We have derived all information regarding the Russell
2000® Index from publicly available information and have
not independently verified any information regarding the Russell
2000® Index. This pricing supplement relates only to the
securities and not to the Russell 2000® Index. We make
no representation as to the performance of the Russell
2000® Index over the term of the securities.

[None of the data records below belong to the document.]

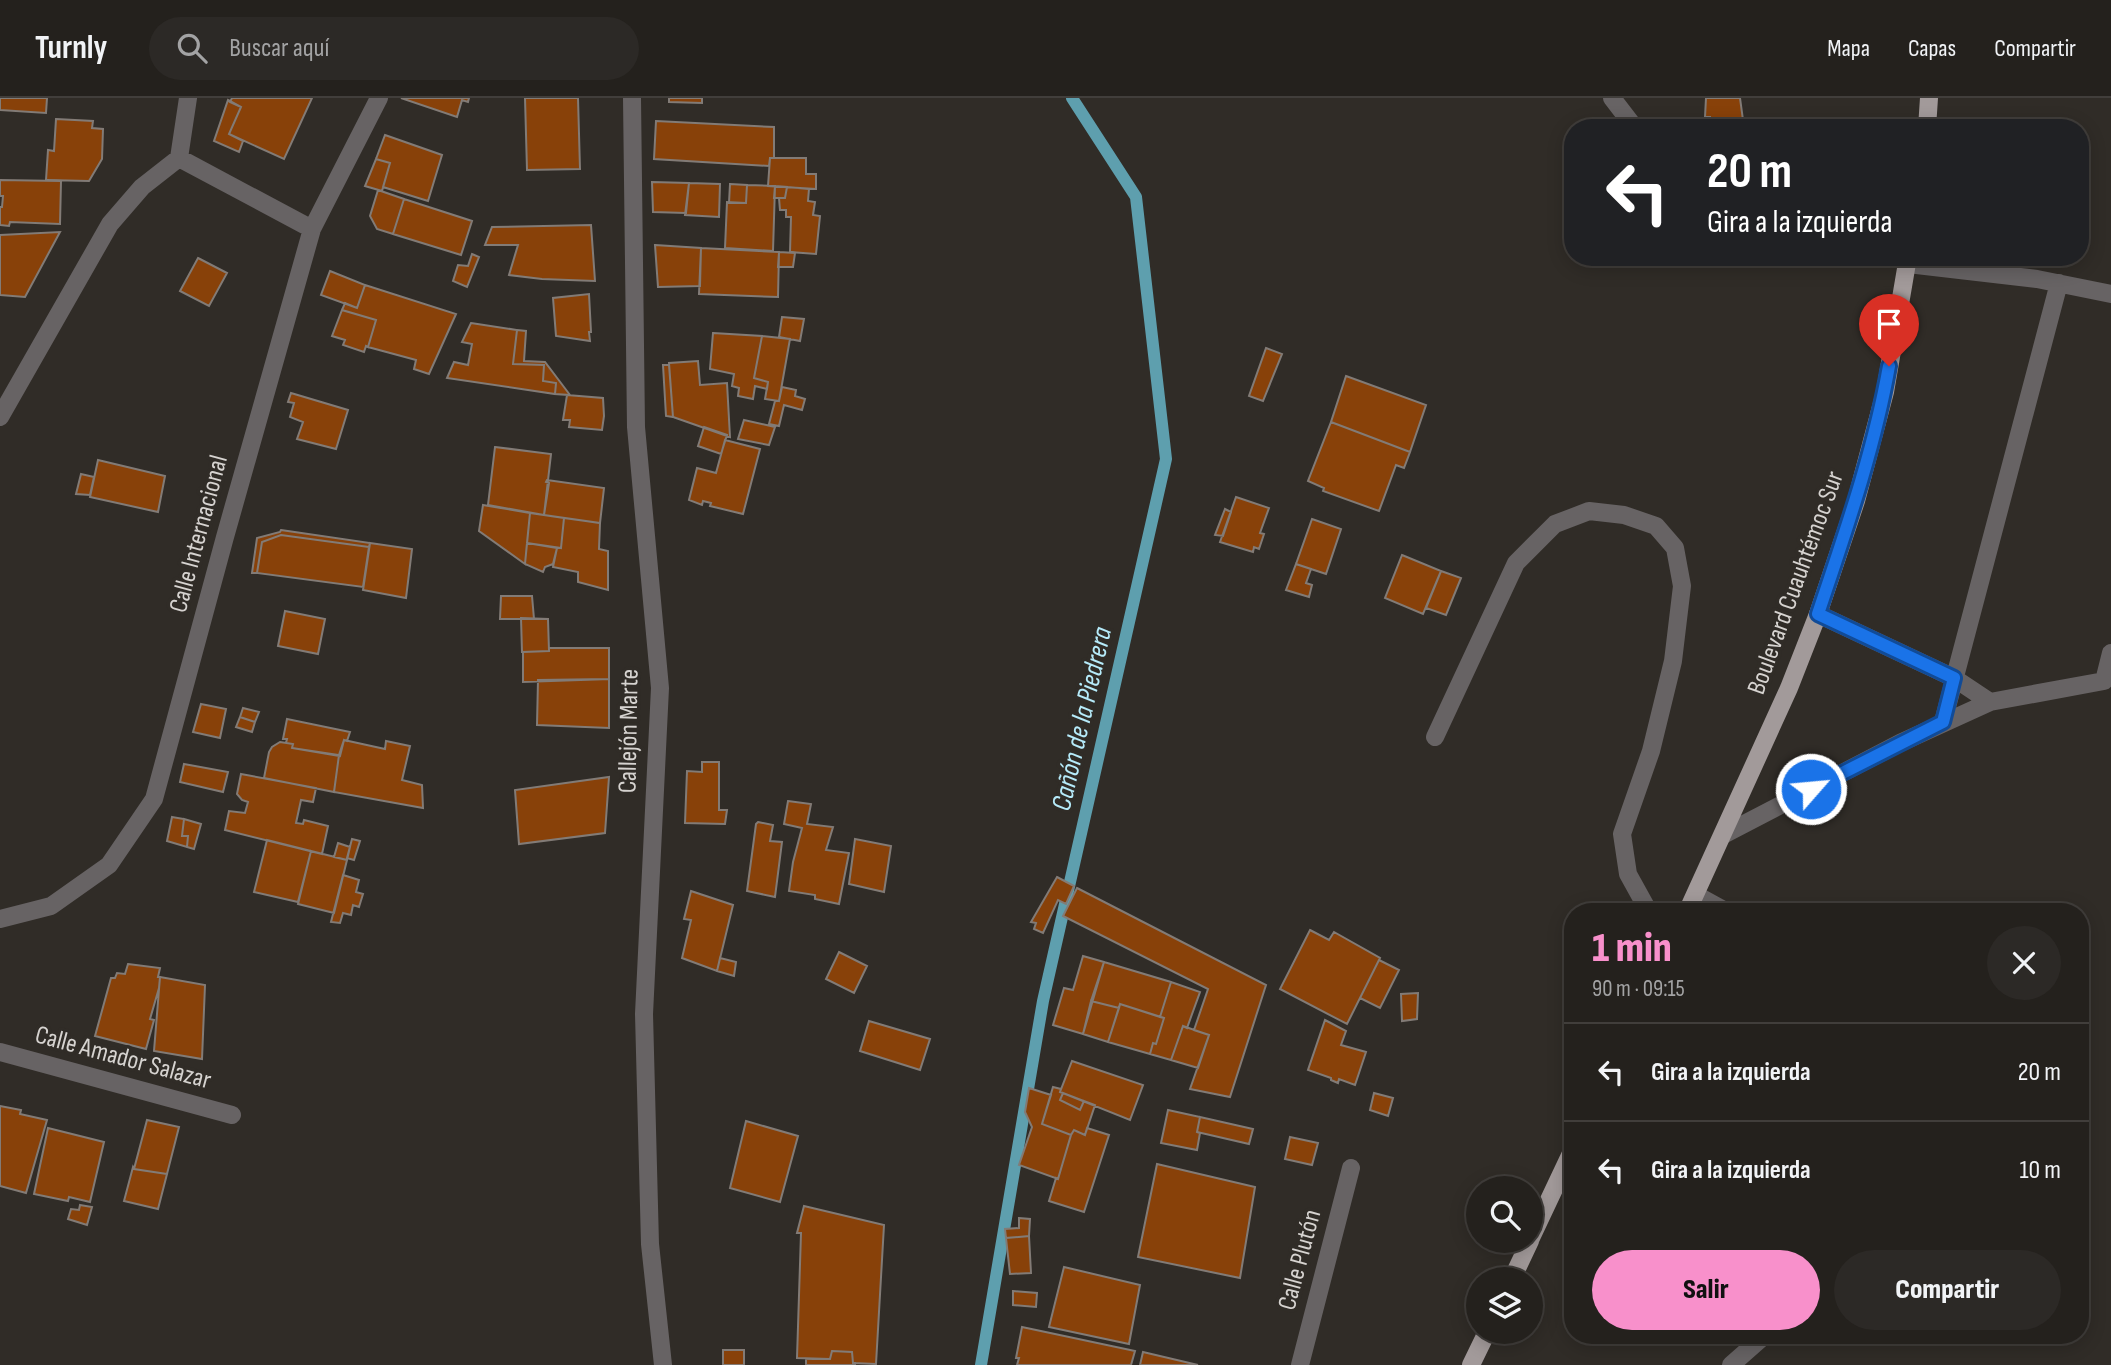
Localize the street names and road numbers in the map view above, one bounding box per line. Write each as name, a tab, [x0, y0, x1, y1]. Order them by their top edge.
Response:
street label: Calle Internacional	[163, 452, 235, 616]
street label: Boulevard Cuauhtémoc Sur	[1741, 467, 1851, 699]
street label: Callejón Marte	[612, 669, 646, 793]
street label: Calle Amador Salazar	[32, 1020, 215, 1097]
street label: Calle Plutón	[1272, 1206, 1328, 1314]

The securities represent obligations of Citigroup Global Markets
Holdings Inc. (guaranteed by Citigroup Inc.) only. The sponsor of
the Russell 2000® Index is not involved in any way in
this offering and has no obligation relating to the securities or
to holders of the securities.
Historical Information
The closing value of the Russell 2000® Index on October
19, 2020 was 1,613.628.
The graph below shows the closing value of the Russell
2000® Index for each day such value was available from
January 4, 2010 to October 19, 2020. We obtained the closing values
from Bloomberg L.P., without independent verification. You should
not take the historical closing values as an indication of future
performance.
Russell
2000® Index – Historical Closing Values
January 4, 2010 to October 19, 2020 |
 |
Citigroup Global Markets Holdings
Inc. |
|
Information About the Nasdaq-100 Index®
The Nasdaq-100
Index® is a modified market capitalization-weighted
index of stocks of the 100 largest non-financial companies listed
on the Nasdaq Stock Market. All stocks included in the Nasdaq-100
Index® are traded on a major U.S. exchange. The
Nasdaq-100 Index® was developed by the Nasdaq Stock
Market, Inc. and is calculated, maintained and published by Nasdaq,
Inc.
Please refer to the section
“Equity Index Descriptions—The Nasdaq-100 Index®” in the
accompanying underlying supplement for additional
information.
We have derived all
information regarding the Nasdaq-100 Index® from
publicly available information and have not independently verified
any information regarding the Nasdaq-100 Index®. This
pricing supplement relates only to the securities and not to the
Nasdaq-100 Index®. We make no representation as to the
performance of the Nasdaq-100 Index® over the term of
the securities.
The securities represent
obligations of Citigroup Global Markets Holdings Inc. (guaranteed
by Citigroup Inc.) only. The sponsor of the Nasdaq-100
Index® is not involved in any way in this offering and
has no obligation relating to the securities or to holders of the
securities.
Historical Information
The closing value of the Nasdaq-100 Index® on October
19, 2020 was 11,634.35.
The graph below shows the closing value of the Nasdaq-100
Index® for each day such value was available from
January 4, 2010 to October 19, 2020. We obtained the closing values
from Bloomberg L.P., without independent verification. You should
not take the historical closing values as an indication of future
performance.
Nasdaq-100
Index® – Historical Closing Values
January 4, 2010 to October 19, 2020 |
 |
Citigroup Global Markets Holdings
Inc. |
|
United States Federal Tax Considerations
You should read carefully the discussion under “United States
Federal Tax Considerations” and “Risk Factors Relating to the
Securities” in the accompanying product supplement and “Summary
Risk Factors” in this pricing supplement.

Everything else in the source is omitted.